[[ ENTRIES SUPPLIED, beginning ]]

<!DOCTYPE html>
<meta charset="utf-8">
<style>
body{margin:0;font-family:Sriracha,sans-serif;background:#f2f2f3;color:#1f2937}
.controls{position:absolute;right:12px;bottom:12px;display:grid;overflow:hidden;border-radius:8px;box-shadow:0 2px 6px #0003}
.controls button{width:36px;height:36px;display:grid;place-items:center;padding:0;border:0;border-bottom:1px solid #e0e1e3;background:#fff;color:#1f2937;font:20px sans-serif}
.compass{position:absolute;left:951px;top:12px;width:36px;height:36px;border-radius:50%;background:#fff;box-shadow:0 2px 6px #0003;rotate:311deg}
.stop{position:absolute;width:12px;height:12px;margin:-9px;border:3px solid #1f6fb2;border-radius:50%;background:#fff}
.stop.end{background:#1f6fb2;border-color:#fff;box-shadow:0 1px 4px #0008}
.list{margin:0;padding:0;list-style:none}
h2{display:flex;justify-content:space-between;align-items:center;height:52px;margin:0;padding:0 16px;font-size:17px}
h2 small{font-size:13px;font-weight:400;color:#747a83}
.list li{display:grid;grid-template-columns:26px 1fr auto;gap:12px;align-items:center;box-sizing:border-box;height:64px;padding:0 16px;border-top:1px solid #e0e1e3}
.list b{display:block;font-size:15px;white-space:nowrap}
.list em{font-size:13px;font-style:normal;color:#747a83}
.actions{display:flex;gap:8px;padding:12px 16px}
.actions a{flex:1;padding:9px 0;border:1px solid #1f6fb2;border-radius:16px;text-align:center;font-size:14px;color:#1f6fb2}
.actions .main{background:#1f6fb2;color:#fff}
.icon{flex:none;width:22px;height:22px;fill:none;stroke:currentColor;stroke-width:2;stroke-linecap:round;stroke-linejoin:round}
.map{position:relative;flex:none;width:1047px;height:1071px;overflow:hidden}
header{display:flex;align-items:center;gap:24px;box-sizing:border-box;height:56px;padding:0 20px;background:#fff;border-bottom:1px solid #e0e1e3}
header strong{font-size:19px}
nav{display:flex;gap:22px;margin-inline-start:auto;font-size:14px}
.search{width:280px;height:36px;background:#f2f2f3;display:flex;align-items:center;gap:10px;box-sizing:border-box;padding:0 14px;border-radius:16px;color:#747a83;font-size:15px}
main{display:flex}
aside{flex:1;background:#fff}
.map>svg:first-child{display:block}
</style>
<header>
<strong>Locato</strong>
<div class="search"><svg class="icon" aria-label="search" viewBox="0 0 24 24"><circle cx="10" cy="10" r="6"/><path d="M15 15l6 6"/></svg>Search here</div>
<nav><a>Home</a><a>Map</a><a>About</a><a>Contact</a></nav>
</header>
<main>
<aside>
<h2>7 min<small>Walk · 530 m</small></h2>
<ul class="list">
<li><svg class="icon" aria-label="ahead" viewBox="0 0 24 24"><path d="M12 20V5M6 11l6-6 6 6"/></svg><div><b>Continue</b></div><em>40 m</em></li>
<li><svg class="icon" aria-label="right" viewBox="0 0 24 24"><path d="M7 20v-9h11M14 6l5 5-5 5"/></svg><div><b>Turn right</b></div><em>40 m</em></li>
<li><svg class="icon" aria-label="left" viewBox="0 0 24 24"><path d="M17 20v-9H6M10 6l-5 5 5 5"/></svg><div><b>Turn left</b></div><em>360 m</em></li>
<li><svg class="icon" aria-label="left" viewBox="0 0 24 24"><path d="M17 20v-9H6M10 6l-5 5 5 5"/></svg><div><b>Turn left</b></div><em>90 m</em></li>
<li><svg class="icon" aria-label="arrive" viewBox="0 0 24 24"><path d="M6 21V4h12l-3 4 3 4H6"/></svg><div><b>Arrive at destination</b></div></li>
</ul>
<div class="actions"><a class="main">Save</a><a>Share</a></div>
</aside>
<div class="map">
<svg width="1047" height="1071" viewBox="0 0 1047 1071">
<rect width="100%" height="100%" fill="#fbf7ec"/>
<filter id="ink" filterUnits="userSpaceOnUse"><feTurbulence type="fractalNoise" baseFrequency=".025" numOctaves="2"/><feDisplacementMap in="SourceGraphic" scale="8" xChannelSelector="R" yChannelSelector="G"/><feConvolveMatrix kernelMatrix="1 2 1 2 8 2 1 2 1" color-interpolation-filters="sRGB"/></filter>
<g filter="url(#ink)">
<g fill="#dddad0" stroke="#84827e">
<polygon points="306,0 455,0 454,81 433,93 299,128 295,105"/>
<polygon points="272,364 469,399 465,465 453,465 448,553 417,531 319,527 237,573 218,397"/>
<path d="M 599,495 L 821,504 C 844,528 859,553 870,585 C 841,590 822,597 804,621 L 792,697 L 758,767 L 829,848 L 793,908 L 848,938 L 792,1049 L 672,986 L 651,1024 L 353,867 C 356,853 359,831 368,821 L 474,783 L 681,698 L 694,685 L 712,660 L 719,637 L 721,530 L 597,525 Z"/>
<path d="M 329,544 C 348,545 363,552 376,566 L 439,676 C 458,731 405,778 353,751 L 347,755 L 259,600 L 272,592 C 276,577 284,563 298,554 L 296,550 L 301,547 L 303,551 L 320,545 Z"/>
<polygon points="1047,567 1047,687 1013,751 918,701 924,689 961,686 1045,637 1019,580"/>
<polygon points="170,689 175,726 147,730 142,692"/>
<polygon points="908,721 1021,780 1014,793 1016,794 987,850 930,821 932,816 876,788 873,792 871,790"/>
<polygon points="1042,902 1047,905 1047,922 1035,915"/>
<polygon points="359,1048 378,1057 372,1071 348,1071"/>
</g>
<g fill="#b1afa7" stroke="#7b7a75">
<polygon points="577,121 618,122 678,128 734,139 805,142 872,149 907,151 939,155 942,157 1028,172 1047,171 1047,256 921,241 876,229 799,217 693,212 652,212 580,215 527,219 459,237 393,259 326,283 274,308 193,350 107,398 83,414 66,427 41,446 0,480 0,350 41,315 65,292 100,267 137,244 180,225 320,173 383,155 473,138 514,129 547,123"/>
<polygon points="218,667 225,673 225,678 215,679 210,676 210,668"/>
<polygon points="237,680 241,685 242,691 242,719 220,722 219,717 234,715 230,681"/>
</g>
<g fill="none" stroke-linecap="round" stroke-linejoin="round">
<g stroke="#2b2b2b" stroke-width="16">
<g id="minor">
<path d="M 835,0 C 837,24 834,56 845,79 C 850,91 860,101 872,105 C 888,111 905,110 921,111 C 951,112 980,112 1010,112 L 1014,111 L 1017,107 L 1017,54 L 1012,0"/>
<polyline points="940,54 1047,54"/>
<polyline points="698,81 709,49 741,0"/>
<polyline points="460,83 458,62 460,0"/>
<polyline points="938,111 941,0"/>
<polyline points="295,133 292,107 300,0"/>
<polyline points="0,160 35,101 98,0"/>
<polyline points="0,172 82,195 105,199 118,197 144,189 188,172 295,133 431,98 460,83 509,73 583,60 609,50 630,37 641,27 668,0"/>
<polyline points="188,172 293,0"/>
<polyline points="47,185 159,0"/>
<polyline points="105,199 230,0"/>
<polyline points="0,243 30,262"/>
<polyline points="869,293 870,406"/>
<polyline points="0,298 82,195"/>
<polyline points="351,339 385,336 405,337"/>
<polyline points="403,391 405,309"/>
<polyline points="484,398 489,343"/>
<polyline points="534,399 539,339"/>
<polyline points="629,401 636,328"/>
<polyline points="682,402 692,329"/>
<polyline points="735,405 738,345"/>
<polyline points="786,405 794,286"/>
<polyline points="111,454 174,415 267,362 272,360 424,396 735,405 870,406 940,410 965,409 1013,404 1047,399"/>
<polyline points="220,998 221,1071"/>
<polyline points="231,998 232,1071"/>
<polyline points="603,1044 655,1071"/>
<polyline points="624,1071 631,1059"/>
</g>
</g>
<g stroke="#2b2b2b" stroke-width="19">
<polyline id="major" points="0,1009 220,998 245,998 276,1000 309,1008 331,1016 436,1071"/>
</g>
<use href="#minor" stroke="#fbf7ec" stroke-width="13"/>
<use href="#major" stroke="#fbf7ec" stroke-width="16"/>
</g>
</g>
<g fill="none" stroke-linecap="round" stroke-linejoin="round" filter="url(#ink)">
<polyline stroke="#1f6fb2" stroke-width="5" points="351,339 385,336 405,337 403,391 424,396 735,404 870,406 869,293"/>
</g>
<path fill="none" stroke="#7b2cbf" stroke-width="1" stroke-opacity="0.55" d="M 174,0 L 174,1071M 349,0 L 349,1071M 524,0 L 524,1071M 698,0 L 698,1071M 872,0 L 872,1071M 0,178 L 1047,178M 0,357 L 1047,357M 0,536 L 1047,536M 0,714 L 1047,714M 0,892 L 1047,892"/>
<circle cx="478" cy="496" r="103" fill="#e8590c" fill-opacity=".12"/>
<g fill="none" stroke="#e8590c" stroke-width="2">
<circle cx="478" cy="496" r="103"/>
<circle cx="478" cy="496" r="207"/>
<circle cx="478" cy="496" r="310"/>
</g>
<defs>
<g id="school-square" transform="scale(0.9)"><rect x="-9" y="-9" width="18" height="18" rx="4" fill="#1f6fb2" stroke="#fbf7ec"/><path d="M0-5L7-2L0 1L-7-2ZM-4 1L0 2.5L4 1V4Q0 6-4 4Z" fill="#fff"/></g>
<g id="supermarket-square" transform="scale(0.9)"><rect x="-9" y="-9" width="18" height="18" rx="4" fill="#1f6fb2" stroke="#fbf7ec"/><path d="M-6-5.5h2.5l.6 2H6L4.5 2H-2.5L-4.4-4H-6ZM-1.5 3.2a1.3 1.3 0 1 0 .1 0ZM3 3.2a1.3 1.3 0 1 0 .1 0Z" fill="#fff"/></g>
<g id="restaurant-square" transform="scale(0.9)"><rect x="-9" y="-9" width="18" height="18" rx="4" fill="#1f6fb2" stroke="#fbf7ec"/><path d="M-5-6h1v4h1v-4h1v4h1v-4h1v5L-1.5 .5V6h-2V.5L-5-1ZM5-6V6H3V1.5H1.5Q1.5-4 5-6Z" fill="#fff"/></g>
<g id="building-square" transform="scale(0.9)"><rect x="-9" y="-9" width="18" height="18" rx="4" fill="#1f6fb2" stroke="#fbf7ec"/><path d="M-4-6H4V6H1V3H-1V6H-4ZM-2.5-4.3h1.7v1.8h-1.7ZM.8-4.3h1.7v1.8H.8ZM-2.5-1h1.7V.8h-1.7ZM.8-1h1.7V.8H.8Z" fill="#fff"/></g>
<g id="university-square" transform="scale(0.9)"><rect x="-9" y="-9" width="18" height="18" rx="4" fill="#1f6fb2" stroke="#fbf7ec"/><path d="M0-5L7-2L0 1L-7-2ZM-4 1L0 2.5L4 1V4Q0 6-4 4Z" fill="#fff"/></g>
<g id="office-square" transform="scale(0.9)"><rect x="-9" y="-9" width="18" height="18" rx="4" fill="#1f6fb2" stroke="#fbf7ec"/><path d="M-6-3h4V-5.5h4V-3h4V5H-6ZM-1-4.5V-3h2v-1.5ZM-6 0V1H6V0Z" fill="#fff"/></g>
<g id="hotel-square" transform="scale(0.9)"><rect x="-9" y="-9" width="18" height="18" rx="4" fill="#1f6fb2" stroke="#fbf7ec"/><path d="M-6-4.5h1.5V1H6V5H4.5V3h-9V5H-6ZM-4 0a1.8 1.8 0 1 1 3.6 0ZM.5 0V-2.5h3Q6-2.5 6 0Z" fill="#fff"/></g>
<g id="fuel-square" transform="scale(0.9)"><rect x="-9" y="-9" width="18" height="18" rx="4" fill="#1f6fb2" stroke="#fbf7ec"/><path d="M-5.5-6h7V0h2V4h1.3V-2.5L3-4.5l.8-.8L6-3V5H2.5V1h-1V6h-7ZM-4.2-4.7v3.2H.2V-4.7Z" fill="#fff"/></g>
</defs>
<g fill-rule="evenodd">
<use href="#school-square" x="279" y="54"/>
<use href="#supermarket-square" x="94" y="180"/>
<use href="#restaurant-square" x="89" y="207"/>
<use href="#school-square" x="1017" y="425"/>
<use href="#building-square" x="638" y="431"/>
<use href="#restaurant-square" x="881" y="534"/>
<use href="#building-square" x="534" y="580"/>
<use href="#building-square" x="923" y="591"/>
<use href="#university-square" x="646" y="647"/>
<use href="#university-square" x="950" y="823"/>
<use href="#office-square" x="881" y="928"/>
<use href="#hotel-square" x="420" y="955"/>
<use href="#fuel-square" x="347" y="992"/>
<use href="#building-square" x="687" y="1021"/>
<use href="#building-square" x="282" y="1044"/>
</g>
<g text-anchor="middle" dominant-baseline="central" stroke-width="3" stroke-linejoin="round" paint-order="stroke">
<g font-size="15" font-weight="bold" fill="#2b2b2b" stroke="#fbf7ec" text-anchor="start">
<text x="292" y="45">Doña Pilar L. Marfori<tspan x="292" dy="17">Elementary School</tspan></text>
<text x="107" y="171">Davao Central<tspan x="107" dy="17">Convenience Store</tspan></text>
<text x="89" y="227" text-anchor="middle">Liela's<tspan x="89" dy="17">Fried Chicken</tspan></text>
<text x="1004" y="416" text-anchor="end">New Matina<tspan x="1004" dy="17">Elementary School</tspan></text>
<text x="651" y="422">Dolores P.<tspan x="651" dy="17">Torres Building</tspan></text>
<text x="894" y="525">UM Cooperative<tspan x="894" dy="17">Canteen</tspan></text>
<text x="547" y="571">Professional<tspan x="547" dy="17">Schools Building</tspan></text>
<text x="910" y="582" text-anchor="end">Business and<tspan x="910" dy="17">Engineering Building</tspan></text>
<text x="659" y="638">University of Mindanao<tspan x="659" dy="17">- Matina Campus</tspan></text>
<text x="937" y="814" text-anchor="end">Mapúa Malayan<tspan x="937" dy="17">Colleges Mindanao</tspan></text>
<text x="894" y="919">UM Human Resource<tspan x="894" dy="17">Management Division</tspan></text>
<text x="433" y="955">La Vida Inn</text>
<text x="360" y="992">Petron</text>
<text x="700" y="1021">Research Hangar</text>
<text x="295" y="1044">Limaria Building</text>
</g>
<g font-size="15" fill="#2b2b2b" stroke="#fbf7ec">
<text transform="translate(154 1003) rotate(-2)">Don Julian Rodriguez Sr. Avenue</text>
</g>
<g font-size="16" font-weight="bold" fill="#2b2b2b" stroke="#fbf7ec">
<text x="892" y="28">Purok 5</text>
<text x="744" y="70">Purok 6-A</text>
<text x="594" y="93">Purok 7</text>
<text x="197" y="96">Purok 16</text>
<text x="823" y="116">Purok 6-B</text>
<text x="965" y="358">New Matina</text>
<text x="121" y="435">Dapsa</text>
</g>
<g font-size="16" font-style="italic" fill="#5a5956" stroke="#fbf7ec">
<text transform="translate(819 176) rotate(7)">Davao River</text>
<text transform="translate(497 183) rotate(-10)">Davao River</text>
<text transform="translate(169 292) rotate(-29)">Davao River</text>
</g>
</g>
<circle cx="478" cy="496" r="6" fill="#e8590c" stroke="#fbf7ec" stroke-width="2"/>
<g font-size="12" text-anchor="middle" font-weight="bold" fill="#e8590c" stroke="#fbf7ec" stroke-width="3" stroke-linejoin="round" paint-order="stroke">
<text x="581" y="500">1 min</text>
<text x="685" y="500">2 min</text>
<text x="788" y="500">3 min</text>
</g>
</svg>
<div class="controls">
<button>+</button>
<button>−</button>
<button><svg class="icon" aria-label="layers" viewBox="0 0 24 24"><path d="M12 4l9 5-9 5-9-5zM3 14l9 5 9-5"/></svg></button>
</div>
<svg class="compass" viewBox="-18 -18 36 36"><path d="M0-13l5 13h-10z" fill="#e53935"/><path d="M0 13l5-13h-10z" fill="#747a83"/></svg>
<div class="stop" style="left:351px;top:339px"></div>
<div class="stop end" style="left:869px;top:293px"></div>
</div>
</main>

[[ ENTRIES SUPPLIED, end ]]

◆ WHAT IS EXPECTED ◆
State the number of lines in the records that hold the string "absolute", and add nothing.

◆ ANSWER TO THIS TASK ◆
3